▶ **RECORDS TO PROCESS**
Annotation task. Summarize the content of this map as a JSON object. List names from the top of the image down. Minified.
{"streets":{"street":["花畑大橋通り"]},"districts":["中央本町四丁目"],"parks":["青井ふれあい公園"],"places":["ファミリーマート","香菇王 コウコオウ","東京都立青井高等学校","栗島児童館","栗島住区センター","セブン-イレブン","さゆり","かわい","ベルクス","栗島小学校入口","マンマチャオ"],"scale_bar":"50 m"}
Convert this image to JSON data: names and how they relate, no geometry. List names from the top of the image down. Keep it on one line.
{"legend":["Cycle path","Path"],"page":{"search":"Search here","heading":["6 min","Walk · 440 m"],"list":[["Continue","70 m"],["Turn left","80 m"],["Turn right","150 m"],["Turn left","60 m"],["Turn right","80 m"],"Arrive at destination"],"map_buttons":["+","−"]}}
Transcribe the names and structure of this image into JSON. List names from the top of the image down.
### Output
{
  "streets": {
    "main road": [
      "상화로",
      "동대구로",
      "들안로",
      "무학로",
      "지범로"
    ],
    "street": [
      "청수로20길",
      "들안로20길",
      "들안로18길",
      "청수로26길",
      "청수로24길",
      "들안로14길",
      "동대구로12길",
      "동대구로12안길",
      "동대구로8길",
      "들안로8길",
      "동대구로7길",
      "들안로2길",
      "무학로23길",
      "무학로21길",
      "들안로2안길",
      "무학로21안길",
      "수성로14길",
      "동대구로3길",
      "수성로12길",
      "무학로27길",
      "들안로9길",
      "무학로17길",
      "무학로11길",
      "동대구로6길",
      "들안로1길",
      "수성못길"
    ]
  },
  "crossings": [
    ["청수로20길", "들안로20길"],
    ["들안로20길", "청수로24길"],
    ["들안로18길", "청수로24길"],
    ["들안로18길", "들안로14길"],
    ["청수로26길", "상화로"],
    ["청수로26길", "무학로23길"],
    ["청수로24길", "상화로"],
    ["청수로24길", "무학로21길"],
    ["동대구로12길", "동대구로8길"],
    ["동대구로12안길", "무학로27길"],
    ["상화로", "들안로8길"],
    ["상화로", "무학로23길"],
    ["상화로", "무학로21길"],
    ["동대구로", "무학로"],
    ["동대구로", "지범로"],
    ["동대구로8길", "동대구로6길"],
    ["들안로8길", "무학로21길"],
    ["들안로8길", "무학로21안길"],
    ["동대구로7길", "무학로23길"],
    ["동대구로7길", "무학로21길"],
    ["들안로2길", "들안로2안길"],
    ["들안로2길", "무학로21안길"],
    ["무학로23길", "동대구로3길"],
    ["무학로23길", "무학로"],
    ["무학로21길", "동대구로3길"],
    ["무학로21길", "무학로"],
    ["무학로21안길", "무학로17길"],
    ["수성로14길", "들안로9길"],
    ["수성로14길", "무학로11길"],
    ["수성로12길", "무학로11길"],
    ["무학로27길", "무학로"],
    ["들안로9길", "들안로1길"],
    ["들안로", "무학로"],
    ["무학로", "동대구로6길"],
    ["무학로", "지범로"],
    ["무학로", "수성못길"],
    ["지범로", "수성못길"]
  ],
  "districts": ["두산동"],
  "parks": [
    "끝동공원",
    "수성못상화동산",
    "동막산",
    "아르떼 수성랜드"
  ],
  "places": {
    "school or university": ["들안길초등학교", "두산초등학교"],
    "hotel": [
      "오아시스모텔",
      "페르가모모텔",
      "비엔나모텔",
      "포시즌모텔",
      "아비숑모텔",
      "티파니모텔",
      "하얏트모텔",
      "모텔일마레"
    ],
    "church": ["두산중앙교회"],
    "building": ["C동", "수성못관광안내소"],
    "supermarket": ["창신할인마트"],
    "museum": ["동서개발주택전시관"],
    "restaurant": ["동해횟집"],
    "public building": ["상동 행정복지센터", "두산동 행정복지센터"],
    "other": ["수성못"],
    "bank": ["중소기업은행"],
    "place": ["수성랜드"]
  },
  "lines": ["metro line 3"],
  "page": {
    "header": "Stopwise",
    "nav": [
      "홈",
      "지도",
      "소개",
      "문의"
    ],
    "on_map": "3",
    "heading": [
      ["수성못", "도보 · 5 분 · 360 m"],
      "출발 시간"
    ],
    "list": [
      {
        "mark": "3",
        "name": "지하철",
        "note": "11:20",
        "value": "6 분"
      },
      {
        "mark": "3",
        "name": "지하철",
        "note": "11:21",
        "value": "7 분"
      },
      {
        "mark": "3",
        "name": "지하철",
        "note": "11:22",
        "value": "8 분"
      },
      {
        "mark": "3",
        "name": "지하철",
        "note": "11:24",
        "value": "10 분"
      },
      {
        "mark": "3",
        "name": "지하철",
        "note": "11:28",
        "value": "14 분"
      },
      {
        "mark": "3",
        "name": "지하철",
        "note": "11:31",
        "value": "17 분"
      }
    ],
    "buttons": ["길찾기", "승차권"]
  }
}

▶ **WHAT THE TASK REQUIRES**
Copy every line in the data above that has the string "places" in it.

▶ **WRITTEN SOLUTION**
{"streets":{"street":["花畑大橋通り"]},"districts":["中央本町四丁目"],"parks":["青井ふれあい公園"],"places":["ファミリーマート","香菇王 コウコオウ","東京都立青井高等学校","栗島児童館","栗島住区センター","セブン-イレブン","さゆり","かわい","ベルクス","栗島小学校入口","マンマチャオ"],"scale_bar":"50 m"}
  "places": {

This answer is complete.